The Origin and Maintenance of Tuberculosis Is Explained by the Induction of Smear-Negative Disease in the Paleolithic

Round 1

Reviewer 1 Report

The model presented by Cardona et al. provides an interesting extension to that presented by Ragonnet et al., highlighting the differential contributions of SN and SP states to this pathogen's maintenance and the importance of socioeconomic conditions to the progression of the infection not only in modern humanity but also in prehistory.

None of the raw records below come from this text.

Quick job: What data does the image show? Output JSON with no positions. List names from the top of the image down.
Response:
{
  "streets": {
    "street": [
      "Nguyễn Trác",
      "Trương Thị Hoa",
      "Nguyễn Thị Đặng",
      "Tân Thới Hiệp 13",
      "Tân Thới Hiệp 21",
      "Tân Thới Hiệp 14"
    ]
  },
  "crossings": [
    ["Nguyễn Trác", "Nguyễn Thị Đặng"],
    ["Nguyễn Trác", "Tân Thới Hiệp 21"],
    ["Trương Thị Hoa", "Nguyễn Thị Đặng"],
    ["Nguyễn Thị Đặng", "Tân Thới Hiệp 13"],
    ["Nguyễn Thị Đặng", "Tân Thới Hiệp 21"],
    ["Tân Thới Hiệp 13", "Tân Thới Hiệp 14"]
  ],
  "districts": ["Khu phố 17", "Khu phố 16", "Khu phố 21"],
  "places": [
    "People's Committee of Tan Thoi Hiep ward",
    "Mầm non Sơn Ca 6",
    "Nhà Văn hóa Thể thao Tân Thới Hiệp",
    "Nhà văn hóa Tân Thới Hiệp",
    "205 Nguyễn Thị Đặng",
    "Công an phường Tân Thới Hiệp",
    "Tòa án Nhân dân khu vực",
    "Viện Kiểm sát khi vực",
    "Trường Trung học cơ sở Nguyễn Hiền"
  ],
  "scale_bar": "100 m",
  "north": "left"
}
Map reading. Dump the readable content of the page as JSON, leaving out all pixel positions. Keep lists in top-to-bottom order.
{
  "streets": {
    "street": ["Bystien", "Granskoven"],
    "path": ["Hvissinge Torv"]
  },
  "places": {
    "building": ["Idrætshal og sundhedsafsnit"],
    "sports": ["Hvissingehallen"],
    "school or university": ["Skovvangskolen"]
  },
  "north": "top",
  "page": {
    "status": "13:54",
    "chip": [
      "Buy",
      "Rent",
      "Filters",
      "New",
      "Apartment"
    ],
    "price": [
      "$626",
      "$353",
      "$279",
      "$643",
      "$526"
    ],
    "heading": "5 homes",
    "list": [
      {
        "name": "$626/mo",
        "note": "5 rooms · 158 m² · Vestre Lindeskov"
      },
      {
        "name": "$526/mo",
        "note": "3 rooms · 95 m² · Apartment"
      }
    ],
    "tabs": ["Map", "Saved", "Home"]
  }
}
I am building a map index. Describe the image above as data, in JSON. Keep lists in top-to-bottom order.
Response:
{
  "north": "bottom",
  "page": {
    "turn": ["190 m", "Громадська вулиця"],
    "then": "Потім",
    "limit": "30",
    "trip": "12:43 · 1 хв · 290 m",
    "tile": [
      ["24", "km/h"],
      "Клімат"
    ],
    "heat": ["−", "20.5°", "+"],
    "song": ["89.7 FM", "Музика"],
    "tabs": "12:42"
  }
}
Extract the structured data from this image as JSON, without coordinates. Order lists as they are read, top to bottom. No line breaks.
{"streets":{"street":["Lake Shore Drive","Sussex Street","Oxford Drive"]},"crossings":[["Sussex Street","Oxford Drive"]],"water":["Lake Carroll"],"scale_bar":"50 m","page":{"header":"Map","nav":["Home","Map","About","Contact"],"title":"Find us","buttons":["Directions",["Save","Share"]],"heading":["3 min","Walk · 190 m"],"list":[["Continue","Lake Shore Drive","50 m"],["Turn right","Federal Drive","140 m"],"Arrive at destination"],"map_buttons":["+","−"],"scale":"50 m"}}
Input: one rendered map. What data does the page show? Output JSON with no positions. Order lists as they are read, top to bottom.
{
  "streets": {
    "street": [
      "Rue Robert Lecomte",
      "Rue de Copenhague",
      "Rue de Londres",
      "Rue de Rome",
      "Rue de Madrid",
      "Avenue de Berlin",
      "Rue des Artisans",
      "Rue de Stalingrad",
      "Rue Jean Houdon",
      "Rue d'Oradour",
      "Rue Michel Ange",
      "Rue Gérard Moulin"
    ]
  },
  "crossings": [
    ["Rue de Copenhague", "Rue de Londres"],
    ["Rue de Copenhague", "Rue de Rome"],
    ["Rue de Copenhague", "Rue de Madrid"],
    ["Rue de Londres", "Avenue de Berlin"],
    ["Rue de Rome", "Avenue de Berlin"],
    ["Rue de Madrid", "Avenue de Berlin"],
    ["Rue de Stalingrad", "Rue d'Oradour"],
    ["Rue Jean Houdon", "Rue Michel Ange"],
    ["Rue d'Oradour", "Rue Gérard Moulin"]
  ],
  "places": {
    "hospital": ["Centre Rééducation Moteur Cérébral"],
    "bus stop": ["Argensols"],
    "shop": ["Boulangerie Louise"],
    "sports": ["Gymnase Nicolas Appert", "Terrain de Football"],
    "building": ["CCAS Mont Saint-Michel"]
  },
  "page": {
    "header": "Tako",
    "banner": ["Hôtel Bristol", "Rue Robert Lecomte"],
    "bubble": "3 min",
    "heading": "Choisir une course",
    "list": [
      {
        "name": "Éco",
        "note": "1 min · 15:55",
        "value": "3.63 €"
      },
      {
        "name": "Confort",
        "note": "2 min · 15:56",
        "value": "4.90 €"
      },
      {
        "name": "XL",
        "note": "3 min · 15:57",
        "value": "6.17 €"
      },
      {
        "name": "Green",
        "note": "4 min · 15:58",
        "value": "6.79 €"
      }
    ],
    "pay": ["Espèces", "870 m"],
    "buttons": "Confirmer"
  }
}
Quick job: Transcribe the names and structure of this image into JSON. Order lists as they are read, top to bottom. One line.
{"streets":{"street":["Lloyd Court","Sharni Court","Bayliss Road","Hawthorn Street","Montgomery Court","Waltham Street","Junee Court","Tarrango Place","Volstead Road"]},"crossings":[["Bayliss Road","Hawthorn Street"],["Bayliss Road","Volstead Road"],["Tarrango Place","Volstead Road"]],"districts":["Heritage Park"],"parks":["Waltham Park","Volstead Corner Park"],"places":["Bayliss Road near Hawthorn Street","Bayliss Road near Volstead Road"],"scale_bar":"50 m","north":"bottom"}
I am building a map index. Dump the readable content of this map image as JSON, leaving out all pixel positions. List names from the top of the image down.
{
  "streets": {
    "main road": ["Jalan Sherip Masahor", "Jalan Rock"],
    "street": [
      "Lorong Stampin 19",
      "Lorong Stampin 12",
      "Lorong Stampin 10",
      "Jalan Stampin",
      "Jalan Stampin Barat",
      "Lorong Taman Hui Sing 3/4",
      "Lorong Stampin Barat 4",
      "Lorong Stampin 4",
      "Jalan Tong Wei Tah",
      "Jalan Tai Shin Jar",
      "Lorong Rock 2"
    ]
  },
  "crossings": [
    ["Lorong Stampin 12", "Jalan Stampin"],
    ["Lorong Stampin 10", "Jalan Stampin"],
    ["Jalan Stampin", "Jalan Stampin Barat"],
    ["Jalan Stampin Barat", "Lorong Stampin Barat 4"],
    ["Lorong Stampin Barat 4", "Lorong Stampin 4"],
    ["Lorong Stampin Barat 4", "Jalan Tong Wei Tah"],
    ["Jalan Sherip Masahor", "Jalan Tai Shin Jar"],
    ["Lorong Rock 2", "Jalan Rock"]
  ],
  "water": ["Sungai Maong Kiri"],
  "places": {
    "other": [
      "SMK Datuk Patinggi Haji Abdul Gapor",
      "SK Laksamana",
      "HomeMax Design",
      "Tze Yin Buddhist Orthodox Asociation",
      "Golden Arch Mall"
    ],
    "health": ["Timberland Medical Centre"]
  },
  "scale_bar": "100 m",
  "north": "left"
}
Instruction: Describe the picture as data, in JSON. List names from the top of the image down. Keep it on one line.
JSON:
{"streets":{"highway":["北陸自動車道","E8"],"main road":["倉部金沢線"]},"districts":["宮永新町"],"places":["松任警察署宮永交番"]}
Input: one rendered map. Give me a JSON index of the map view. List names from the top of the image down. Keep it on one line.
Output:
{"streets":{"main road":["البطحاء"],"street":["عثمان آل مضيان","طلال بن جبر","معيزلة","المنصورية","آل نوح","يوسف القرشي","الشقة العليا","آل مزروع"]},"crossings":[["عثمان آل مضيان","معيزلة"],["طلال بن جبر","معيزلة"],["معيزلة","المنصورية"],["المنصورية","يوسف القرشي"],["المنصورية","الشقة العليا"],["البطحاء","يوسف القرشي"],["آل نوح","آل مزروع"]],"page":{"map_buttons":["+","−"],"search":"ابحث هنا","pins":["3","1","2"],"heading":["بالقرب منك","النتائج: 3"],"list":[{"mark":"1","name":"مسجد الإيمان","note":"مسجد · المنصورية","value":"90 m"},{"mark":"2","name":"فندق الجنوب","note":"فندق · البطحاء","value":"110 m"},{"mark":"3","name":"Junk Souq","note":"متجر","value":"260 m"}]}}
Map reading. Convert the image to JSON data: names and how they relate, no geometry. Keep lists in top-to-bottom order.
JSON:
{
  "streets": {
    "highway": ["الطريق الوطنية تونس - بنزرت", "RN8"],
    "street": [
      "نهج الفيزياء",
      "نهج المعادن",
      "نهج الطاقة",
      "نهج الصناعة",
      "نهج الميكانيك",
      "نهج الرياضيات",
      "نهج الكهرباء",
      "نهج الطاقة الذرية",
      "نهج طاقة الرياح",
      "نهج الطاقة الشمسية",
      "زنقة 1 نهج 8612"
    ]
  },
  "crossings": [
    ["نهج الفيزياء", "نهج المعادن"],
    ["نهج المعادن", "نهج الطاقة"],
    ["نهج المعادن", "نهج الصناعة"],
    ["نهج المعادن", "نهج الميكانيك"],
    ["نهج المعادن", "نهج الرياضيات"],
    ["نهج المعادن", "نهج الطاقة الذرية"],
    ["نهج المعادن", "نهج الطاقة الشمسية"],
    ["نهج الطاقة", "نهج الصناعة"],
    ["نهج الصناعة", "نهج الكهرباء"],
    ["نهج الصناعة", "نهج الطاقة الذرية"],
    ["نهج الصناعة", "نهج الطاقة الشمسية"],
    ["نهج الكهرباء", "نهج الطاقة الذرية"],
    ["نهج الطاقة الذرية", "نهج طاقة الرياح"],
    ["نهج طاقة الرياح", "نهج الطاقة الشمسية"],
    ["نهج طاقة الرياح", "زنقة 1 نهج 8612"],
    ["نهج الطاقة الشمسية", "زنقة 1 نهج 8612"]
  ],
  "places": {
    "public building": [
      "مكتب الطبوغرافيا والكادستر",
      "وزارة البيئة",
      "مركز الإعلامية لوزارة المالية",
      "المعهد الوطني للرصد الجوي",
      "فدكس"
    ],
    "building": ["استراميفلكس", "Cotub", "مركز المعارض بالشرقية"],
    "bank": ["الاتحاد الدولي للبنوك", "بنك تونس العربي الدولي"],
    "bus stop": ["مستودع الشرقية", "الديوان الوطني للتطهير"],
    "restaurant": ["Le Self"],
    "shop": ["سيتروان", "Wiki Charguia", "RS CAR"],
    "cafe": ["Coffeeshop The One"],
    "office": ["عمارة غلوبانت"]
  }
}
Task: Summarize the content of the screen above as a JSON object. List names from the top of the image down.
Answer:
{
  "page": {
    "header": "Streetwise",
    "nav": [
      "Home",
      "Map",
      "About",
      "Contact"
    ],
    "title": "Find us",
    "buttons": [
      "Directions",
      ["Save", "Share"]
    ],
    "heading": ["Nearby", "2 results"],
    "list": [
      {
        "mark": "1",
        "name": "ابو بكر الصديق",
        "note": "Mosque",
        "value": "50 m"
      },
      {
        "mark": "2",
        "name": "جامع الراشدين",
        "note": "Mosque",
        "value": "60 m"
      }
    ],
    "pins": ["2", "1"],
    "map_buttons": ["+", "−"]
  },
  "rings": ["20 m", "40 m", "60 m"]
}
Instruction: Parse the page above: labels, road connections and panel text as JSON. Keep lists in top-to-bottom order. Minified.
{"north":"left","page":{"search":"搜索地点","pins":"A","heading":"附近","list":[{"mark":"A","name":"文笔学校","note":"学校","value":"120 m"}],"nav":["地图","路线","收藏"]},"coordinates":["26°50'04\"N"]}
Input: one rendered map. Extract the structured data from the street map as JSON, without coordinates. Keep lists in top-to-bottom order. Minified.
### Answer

Among the limitations to the model that authors highlight (not accounting for transitions between SN and SP states, etc.), including considerations for pediatric infections would be of most interest, considering the higher pathogenicity of this pathogen in children and differences in infection course and outcomes. 

The study, while interesting, is somewhat difficult to read due to issues with English language and grammar throughout - editing for this is highly recommended before publication. 

Author Response

An english mother tongue writer has reviewed again the paper to properly edit english language and grammar. We hope this will be more readable now.

Reviewer 2 Report

The authors have provided a mathematical model to hypothesize how Mycobacterium tuberculosis (Mtb), a deadly pathogen that kills about 2 million people worldwide annually has its origin in Middle Paleolithic. Their model is based on molecular clock calibrations. The authors had previous published a model to trace the origin of the pathogen termed as Susceptible-Exposed-Infectious-Recovered (SEIR) that linked the origin of the tuberculosis to an unprecedented increase in the population growth rate. However, the model had flaws because it did not consider the difference between virulent Smear Positive (SP) form of tuberculosis that originated in the Neolithic Age to that of comparative less virulent variant Smear Negative forms of TB that played a key role in persistence within the human populations during the Paleolithic Age as the Smear Negative form have much less bacterial load on the infected individual. The authors suggest that Mtb infection was possible in the Paleolithic era mainly due to the Smear negative form. The recovered cases from Smear Negative form of TB acted as a reservoir for maintenance of the pathogen during the Paleolithic era. However, the Neolithic era is marked by the advent of the Smear Positive variant of the pathogen. The model suggests that for Mtb to persist in the human population, it must be present in at least “1000” individuals leading to the clue that the hunter gatherers group that comprises typically of 50 individuals must be able come in close contact with each other for viable transmission of the disease. The authors have conducted sensitivity analysis to show that number of people infected per case and the fast progression of the disease are the two key attributes that kept TB persistent in the human population. The author’s work is also supported by previously published work that focused on evolution of lipid composition of mycobacterial cell wall. These works elucidate that there was marked reduction of the polar sugars in the cell wall composition of Mycobacterium tuberculosis and there was a greater representation of the non-polar components that resemble the cell wall characteristics of the present day Mtb Complex. Overall, the paper has presented the results clearly and should be of interest to people studying bacterial pathogenesis.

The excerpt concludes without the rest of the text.